Pickled Eggs With Beets Exps Dai19 43846 B02 13 1b 11Pickled Eggs with Beets Recipe photo by Taste of Home

Pickled Eggs with Beets

TOTAL TIME: Prep: 10 min. + chilling YIELD: 12 servings.
Ever since I can remember, my mother served this pickled egg recipe at Easter. It was a tradition that my family expected. I made them for my granddaughter the last time she visited and they were all gone before she left. —Mary Banker, Fort Worth, Texas

Ingredients

  • 2 cans (15 ounces each) whole beets
  • 12 hard-boiled large eggs, peeled
  • 1 cup sugar
  • 1 cup water
  • 1 cup cider vinegar

Directions

  • 1. Drain beets, reserving 1 cup juice (discard remaining juice or save for another use).
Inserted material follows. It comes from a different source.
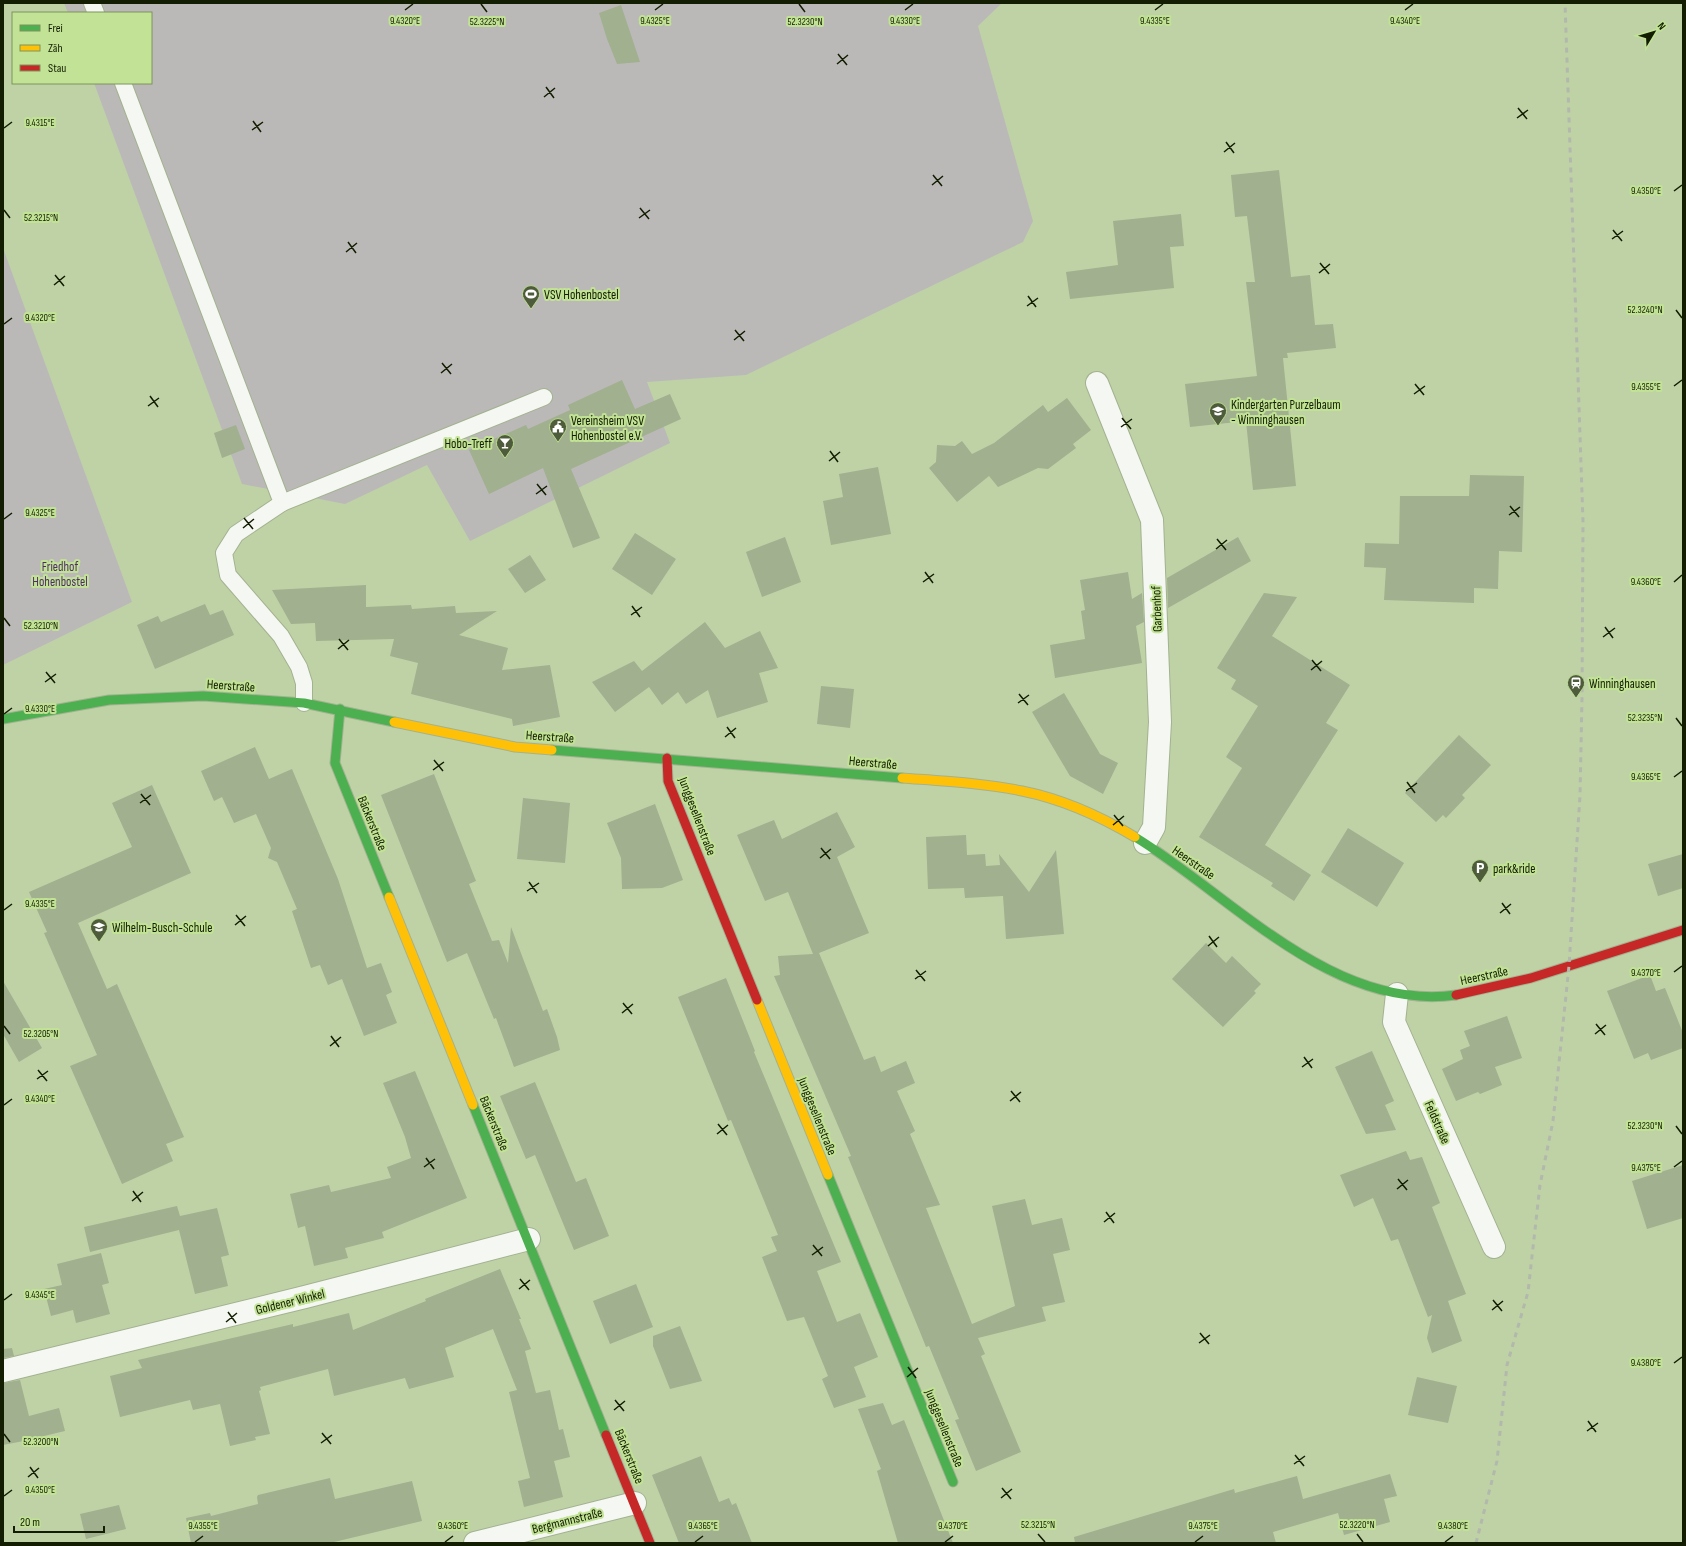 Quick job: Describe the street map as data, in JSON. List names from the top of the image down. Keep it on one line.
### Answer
{"streets":{"street":["Garbenhof","Heerstraße","Junggesellenstraße","Bäckerstraße","Feldstraße","Goldener Winkel","Bergmannstraße"]},"crossings":[["Garbenhof","Heerstraße"],["Heerstraße","Junggesellenstraße"],["Heerstraße","Bäckerstraße"],["Heerstraße","Feldstraße"],["Bäckerstraße","Goldener Winkel"],["Bäckerstraße","Bergmannstraße"]],"parks":["Friedhof Hohenbostel"],"places":{"sports":["VSV Hohenbostel"],"school or university":["Kindergarten Purzelbaum - Winninghausen","Wilhelm-Busch-Schule"],"public building":["Vereinsheim VSV Hohenbostel e.V."],"bar":["Hobo-Treff"],"station":["Winninghausen"],"parking":["park&ride"]},"legend":["Frei","Zäh","Stau"],"scale_bar":"20 m","north":"top right","coordinates":["9.4320°E","9.4325°E","9.4330°E","9.4335°E","9.4340°E","52.3230°N","52.3225°N","9.4315°E","9.4350°E","52.3215°N","52.3240°N","9.4355°E","9.4360°E","52.3210°N","52.3235°N","9.4365°E","9.4370°E","52.3205°N","9.4375°E","9.4345°E","9.4380°E","52.3200°N","52.3220°N"]}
Place beets and eggs in a 2-qt. glass jar.
  • 2. In a small saucepan, bring the sugar, water, vinegar and reserved beet juice to a boil. Pour over beets and eggs; cool.
  • 3. Cover tightly and refrigerate for at least 24 hours before serving.

Nutrition Facts

1 each: 168 calories, 5g fat (2g saturated fat), 212mg cholesterol, 200mg sodium, 23g carbohydrate (21g sugars, 1g fiber), 7g protein.